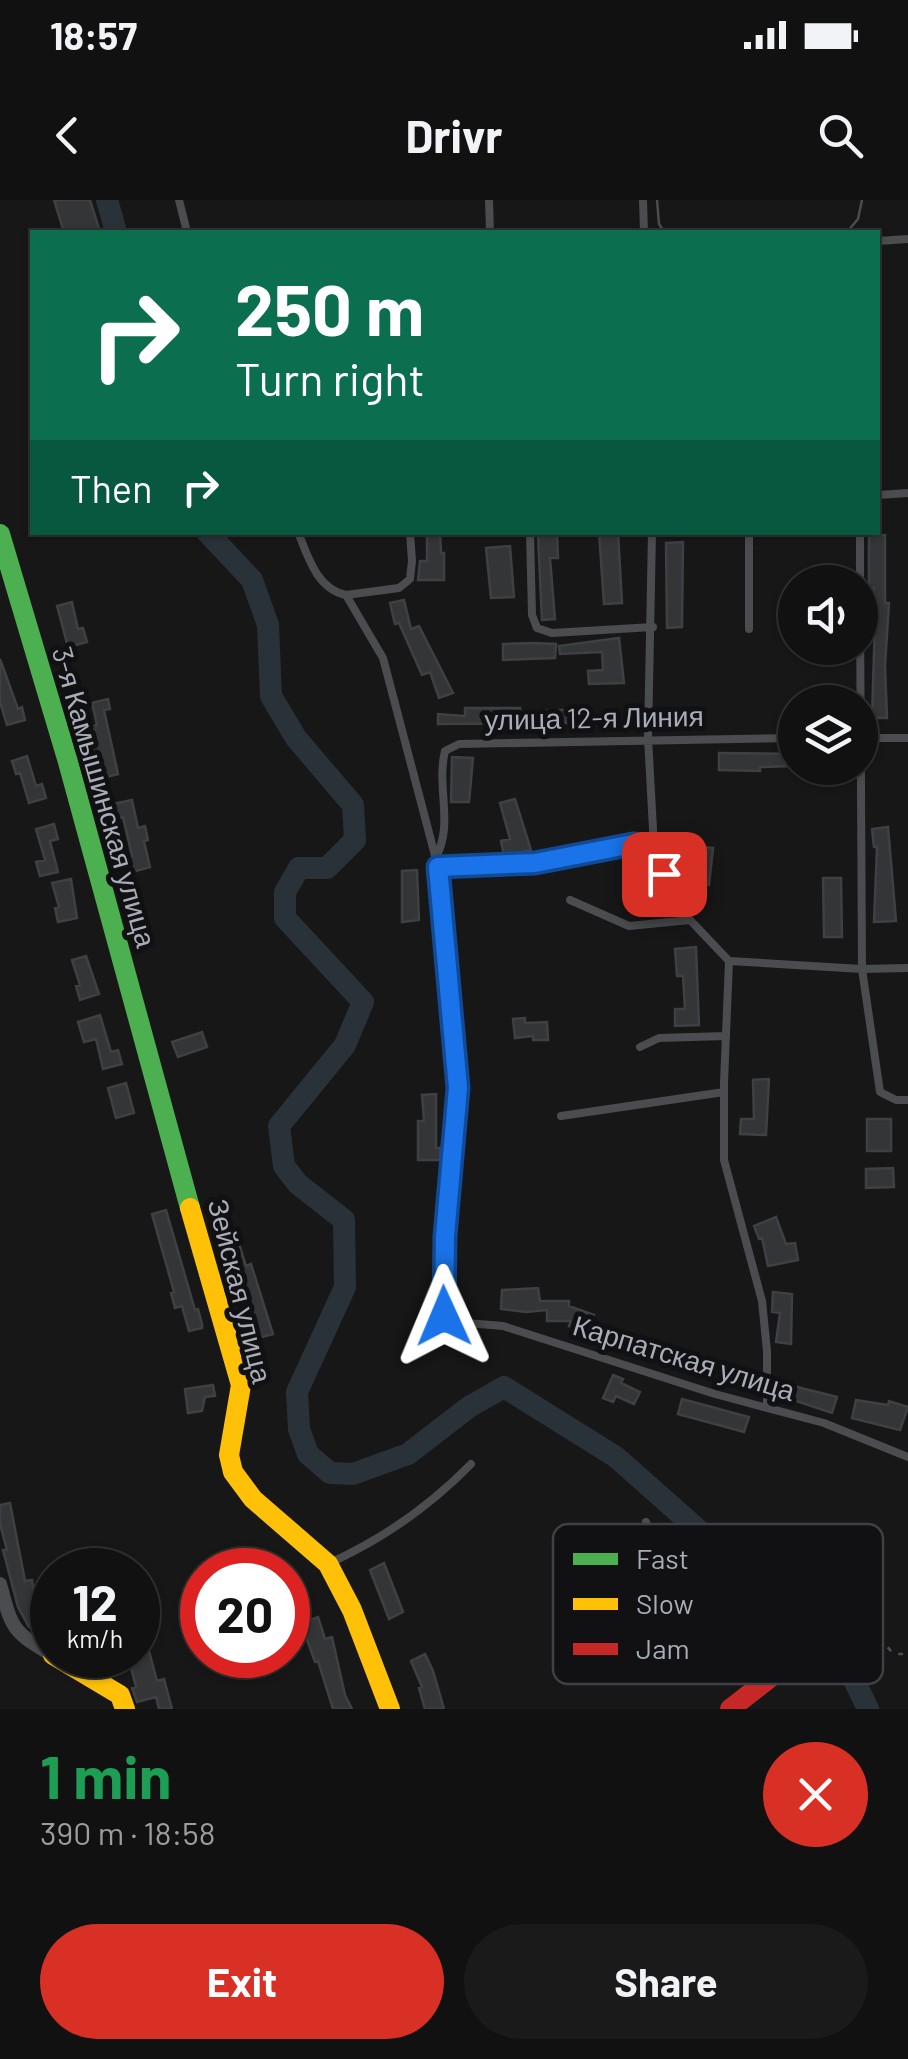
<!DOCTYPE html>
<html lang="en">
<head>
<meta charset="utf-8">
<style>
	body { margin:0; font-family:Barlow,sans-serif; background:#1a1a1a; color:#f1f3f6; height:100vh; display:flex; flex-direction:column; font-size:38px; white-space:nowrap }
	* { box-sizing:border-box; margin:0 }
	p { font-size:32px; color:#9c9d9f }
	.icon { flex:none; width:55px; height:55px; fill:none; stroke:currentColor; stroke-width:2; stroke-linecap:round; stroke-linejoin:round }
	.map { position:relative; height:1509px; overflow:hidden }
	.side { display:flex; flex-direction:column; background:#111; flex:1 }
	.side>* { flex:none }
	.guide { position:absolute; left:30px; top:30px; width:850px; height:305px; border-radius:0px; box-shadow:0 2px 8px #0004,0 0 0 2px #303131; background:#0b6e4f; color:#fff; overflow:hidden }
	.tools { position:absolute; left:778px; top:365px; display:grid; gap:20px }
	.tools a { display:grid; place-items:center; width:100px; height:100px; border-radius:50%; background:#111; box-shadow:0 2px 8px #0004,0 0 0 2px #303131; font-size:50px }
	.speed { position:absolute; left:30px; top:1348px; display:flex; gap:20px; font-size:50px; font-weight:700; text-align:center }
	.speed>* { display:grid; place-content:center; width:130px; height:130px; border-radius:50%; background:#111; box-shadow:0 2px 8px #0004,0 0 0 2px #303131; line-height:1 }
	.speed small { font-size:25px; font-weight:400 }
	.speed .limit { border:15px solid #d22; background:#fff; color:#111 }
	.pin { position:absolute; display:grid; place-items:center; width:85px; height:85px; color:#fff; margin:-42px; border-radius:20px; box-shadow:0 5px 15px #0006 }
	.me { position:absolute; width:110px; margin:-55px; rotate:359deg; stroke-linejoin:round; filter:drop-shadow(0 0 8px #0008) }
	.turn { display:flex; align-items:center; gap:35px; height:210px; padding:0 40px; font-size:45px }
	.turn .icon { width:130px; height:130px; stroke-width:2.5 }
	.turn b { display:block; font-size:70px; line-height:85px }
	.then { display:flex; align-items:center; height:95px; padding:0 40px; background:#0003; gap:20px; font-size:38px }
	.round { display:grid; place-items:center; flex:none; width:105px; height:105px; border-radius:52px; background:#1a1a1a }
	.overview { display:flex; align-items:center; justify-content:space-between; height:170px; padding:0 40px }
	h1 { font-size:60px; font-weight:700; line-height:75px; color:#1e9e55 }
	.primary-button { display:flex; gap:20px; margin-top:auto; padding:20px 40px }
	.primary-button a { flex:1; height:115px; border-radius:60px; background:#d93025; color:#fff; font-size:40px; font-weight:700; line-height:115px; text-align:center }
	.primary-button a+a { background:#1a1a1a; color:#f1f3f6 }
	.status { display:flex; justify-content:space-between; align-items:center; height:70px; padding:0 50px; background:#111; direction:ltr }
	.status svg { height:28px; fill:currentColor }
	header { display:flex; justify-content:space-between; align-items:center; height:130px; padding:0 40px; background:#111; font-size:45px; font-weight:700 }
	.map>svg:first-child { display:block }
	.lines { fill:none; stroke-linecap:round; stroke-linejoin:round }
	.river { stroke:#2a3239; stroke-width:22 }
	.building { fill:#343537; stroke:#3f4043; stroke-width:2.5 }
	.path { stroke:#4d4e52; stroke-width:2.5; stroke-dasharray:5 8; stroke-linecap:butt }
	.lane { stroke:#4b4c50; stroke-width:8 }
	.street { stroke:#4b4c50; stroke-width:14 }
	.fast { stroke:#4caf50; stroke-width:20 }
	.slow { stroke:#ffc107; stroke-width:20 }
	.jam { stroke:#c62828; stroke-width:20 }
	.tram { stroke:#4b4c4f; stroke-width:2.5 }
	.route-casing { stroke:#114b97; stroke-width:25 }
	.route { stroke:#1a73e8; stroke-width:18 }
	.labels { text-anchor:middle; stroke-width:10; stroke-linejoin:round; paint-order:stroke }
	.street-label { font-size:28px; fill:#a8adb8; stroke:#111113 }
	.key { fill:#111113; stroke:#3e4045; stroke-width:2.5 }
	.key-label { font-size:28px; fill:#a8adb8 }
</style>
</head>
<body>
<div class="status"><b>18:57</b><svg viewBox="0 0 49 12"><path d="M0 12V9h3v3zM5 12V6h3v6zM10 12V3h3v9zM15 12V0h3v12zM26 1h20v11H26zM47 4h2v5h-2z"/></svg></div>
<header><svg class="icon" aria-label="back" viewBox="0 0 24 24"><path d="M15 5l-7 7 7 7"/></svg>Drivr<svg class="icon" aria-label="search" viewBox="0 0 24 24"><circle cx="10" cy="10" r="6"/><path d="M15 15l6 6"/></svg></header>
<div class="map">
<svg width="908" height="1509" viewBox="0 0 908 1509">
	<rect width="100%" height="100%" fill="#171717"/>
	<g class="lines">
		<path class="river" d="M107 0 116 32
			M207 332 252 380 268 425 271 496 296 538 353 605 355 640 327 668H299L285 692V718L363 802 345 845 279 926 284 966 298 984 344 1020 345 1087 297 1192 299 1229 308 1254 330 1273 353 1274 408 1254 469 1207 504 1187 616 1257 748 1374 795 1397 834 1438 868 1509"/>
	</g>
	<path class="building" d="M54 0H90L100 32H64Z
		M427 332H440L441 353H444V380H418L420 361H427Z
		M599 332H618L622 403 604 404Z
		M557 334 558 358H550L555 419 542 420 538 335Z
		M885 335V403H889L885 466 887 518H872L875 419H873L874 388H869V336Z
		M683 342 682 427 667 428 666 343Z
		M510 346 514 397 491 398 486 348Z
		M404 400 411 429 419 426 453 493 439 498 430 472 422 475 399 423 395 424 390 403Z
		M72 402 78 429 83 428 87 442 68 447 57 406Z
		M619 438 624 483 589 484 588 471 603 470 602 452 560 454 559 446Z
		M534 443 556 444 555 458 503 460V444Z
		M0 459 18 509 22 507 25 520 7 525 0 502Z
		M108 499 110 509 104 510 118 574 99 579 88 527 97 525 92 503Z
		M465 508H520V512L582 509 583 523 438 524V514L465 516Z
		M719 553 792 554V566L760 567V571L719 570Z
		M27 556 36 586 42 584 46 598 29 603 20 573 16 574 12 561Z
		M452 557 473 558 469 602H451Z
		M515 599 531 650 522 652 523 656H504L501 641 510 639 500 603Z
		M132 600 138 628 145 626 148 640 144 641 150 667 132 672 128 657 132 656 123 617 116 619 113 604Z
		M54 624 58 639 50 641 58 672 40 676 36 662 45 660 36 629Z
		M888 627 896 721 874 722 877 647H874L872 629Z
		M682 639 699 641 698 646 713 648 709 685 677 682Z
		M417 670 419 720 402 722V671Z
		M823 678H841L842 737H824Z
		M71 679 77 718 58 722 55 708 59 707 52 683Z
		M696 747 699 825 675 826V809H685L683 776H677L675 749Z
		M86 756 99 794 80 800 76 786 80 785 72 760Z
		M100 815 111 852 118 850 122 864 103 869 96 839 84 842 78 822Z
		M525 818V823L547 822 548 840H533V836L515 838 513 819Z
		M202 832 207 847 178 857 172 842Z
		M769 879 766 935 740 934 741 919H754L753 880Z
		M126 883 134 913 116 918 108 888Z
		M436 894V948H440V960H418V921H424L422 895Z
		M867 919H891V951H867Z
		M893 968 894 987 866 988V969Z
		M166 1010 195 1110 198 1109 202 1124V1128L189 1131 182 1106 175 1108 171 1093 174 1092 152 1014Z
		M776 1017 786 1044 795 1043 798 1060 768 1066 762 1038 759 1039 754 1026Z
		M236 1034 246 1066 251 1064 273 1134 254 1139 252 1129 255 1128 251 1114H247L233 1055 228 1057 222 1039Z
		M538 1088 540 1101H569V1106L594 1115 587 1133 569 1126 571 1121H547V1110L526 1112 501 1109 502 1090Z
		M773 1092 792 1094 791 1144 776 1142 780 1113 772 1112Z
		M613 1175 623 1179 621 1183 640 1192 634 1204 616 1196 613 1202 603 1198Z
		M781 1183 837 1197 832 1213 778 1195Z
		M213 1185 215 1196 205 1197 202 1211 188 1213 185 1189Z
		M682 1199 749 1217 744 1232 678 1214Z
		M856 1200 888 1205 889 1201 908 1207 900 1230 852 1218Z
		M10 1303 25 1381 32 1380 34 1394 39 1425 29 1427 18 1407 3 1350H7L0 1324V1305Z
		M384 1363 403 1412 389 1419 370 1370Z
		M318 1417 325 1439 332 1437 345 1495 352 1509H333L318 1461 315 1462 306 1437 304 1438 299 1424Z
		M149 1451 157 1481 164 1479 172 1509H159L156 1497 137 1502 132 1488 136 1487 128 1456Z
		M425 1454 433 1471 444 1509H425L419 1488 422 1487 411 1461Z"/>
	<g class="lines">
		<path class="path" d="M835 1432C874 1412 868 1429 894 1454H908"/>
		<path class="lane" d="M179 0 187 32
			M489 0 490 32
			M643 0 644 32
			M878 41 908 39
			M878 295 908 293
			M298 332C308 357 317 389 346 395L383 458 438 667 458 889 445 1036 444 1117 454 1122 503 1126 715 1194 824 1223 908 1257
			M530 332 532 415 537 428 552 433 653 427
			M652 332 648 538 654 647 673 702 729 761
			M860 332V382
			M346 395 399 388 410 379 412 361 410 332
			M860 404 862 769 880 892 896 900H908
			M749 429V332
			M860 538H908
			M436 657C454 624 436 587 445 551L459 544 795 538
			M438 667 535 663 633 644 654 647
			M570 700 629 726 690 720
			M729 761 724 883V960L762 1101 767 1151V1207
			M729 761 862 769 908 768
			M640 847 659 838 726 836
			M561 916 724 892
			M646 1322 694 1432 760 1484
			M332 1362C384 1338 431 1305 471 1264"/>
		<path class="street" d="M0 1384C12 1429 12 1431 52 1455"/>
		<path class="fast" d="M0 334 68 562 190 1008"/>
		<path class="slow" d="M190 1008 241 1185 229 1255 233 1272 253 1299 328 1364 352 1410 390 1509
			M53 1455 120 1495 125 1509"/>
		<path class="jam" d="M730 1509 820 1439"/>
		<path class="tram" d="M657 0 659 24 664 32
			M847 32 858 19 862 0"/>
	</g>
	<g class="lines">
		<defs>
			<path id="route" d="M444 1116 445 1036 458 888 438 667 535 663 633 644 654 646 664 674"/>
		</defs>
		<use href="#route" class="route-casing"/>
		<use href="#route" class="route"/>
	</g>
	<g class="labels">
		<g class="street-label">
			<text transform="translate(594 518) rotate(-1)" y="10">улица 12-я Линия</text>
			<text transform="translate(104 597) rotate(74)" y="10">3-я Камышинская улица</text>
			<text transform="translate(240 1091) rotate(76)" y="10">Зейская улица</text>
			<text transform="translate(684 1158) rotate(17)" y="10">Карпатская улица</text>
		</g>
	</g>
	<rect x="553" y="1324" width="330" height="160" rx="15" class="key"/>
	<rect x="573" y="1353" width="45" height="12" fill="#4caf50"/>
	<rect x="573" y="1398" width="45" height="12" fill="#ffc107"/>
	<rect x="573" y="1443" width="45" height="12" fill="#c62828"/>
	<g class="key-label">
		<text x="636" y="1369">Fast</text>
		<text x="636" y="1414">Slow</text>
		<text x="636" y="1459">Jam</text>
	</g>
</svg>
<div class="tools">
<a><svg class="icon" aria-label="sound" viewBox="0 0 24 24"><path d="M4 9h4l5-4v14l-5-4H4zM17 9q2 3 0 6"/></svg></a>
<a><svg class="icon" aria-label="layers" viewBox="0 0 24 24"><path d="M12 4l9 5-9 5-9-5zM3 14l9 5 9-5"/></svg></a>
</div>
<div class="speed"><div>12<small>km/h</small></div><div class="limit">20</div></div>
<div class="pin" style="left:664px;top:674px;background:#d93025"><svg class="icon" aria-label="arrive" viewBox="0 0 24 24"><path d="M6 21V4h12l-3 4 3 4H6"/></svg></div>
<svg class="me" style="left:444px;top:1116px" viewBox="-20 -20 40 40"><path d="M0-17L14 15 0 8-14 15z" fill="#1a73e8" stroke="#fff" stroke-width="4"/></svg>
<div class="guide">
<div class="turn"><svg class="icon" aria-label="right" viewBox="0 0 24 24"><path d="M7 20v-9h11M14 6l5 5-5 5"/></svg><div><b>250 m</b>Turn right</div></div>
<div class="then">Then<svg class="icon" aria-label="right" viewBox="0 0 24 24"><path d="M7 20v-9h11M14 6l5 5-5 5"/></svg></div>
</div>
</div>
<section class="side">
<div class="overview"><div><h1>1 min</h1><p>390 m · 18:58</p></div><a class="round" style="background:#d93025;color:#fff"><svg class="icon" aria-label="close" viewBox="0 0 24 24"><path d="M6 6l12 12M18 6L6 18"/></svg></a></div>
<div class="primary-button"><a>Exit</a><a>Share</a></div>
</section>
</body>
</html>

□ □ □ □ □ □ □

_Exercise directions_. Reproduce word for word the material above, starting with the line that has "M867 919H891V951H867Z" and stopping after the line that has "M776 1017 786".

_Response box_.
		M867 919H891V951H867Z
		M893 968 894 987 866 988V969Z
		M166 1010 195 1110 198 1109 202 1124V1128L189 1131 182 1106 175 1108 171 1093 174 1092 152 1014Z
		M776 1017 786 1044 795 1043 798 1060 768 1066 762 1038 759 1039 754 1026Z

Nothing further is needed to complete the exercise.